• Task prompt: Each line below that contains the word "MOLDOVEI" must be copied.

[Material for this task — start]

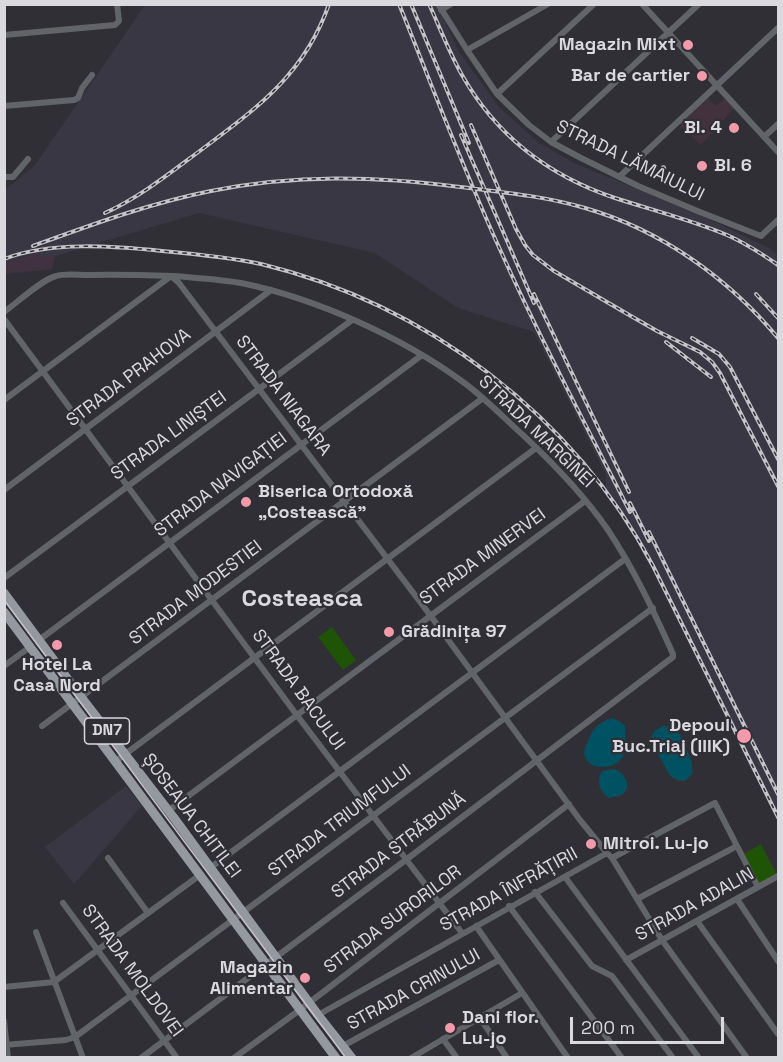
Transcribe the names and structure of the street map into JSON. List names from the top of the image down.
{
  "streets": {
    "main road": ["DN7", "ȘOSEAUA CHITILEI"],
    "street": [
      "STRADA LĂMÂIULUI",
      "STRADA PRAHOVA",
      "STRADA NIAGARA",
      "STRADA MARGINEI",
      "STRADA LINIȘTEI",
      "STRADA NAVIGAȚIEI",
      "STRADA MINERVEI",
      "STRADA MODESTIEI",
      "STRADA BACULUI",
      "STRADA TRIUMFULUI",
      "STRADA STRĂBUNĂ",
      "STRADA ÎNFRĂȚIRII",
      "STRADA ADALIN",
      "STRADA SURORILOR",
      "STRADA MOLDOVEI",
      "STRADA CRINULUI"
    ]
  },
  "crossings": [
    ["STRADA PRAHOVA", "STRADA NIAGARA"],
    ["STRADA PRAHOVA", "STRADA MARGINEI"],
    ["STRADA PRAHOVA", "STRADA BACULUI"],
    ["STRADA NIAGARA", "STRADA MARGINEI"],
    ["STRADA NIAGARA", "STRADA LINIȘTEI"],
    ["STRADA NIAGARA", "STRADA NAVIGAȚIEI"],
    ["STRADA NIAGARA", "STRADA MINERVEI"],
    ["STRADA NIAGARA", "STRADA MODESTIEI"],
    ["STRADA NIAGARA", "STRADA TRIUMFULUI"],
    ["STRADA NIAGARA", "STRADA STRĂBUNĂ"],
    ["STRADA NIAGARA", "STRADA ÎNFRĂȚIRII"],
    ["STRADA NIAGARA", "STRADA ADALIN"],
    ["STRADA NIAGARA", "STRADA SURORILOR"],
    ["STRADA MARGINEI", "STRADA LINIȘTEI"],
    ["STRADA MARGINEI", "STRADA NAVIGAȚIEI"],
    ["STRADA MARGINEI", "STRADA MINERVEI"],
    ["STRADA MARGINEI", "STRADA MODESTIEI"],
    ["STRADA MARGINEI", "STRADA TRIUMFULUI"],
    ["STRADA MARGINEI", "STRADA STRĂBUNĂ"],
    ["STRADA LINIȘTEI", "STRADA BACULUI"],
    ["STRADA NAVIGAȚIEI", "STRADA BACULUI"],
    ["STRADA NAVIGAȚIEI", "ȘOSEAUA CHITILEI"],
    ["STRADA MINERVEI", "STRADA BACULUI"],
    ["STRADA MINERVEI", "ȘOSEAUA CHITILEI"],
    ["STRADA MODESTIEI", "STRADA BACULUI"],
    ["STRADA MODESTIEI", "ȘOSEAUA CHITILEI"],
    ["STRADA BACULUI", "STRADA TRIUMFULUI"],
    ["STRADA BACULUI", "STRADA STRĂBUNĂ"],
    ["STRADA BACULUI", "STRADA ÎNFRĂȚIRII"],
    ["STRADA BACULUI", "STRADA SURORILOR"],
    ["ȘOSEAUA CHITILEI", "STRADA TRIUMFULUI"],
    ["ȘOSEAUA CHITILEI", "STRADA STRĂBUNĂ"],
    ["ȘOSEAUA CHITILEI", "STRADA ÎNFRĂȚIRII"],
    ["ȘOSEAUA CHITILEI", "STRADA SURORILOR"],
    ["ȘOSEAUA CHITILEI", "STRADA CRINULUI"],
    ["STRADA TRIUMFULUI", "STRADA MOLDOVEI"],
    ["STRADA STRĂBUNĂ", "STRADA MOLDOVEI"]
  ],
  "districts": ["Costeasca"],
  "places": [
    "Magazin Mixt",
    "Bar de cartier",
    "Bl. 4",
    "Bl. 6",
    "Biserica Ortodoxă „Costească”",
    "Grădinița 97",
    "Hotel La Casa Nord",
    "Depoul Buc.Triaj (IIIK)",
    "Mitroi. Lu-jo",
    "Magazin Alimentar",
    "Dani flor. Lu-jo"
  ],
  "scale_bar": "200 m"
}
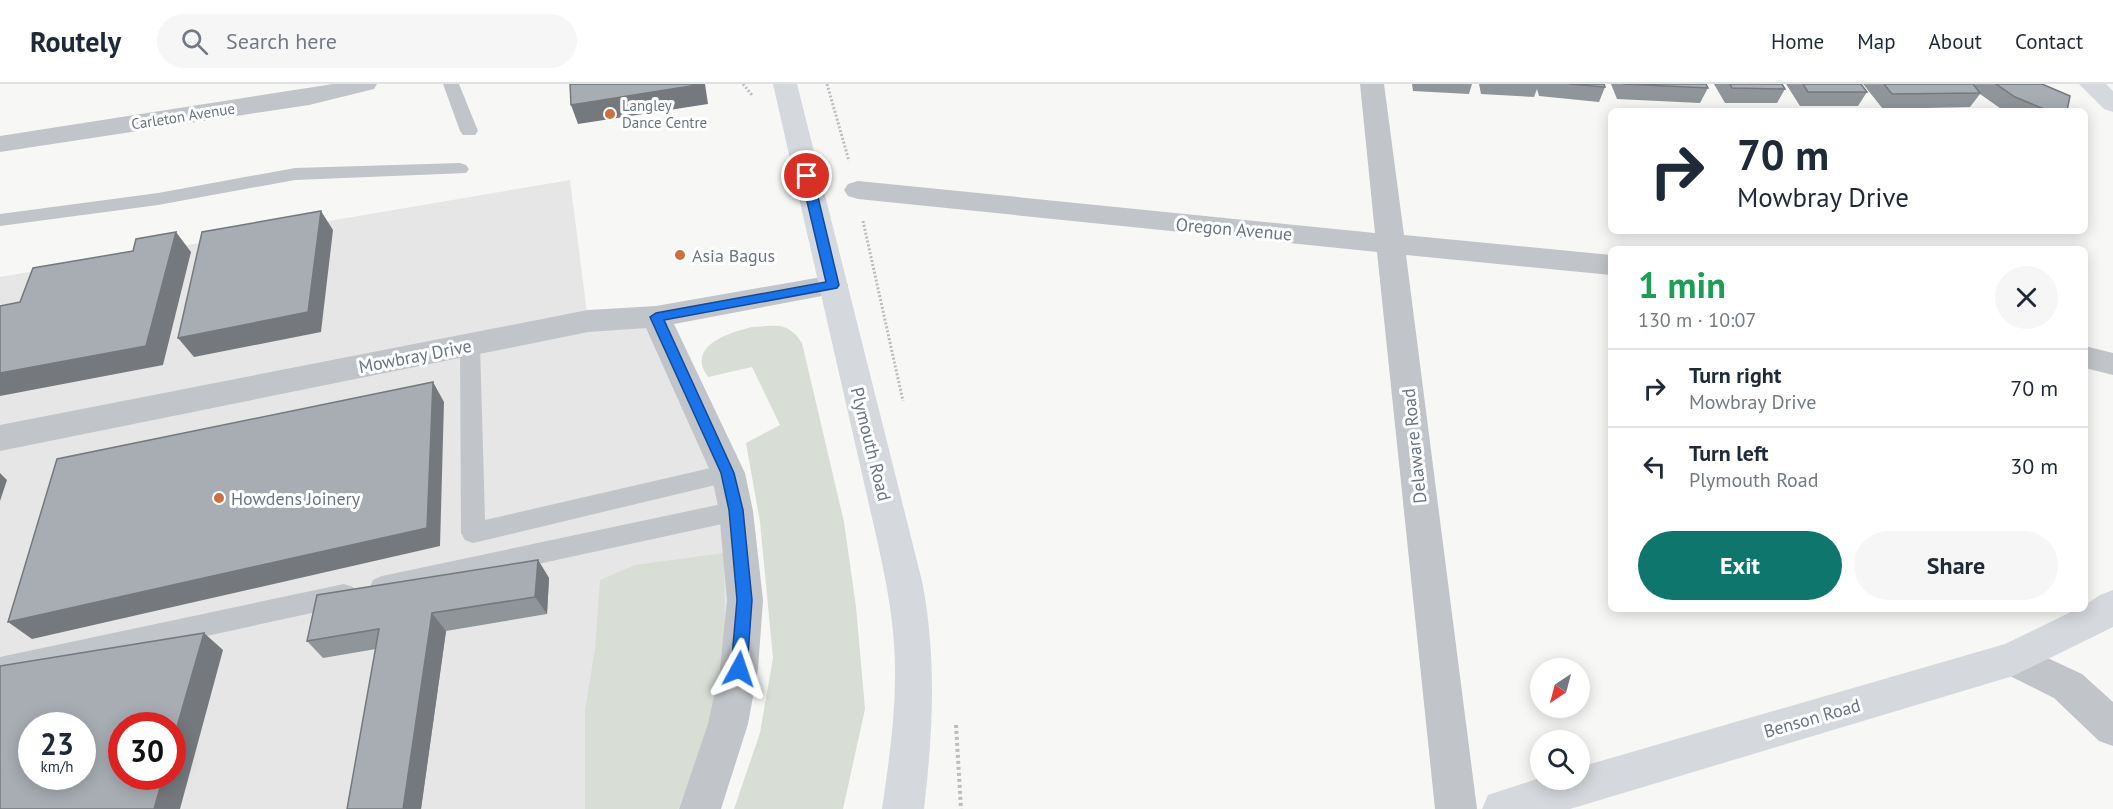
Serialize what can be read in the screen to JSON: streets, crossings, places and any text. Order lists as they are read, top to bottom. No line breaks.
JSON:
{"streets":{"main road":["Plymouth Road","Benson Road"],"street":["Carleton Avenue","Oregon Avenue","Mowbray Drive","Delaware Road"]},"crossings":[["Oregon Avenue","Delaware Road"],["Mowbray Drive","Plymouth Road"]],"places":["Langley Dance Centre","Asia Bagus","Howdens Joinery"],"north":"bottom left","page":{"header":"Routely","search":"Search here","nav":["Home","Map","About","Contact"],"turn":["70 m","Mowbray Drive"],"heading":["1 min","130 m · 10:07"],"list":[{"name":"Turn right","note":"Mowbray Drive","value":"70 m"},{"name":"Turn left","note":"Plymouth Road","value":"30 m"}],"buttons":["Exit","Share"],"speed":"23 km/h","limit":"30"}}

[Material for this task — finish]

• Result for this exercise:
      "STRADA MOLDOVEI",
    ["STRADA TRIUMFULUI", "STRADA MOLDOVEI"],
    ["STRADA STRĂBUNĂ", "STRADA MOLDOVEI"]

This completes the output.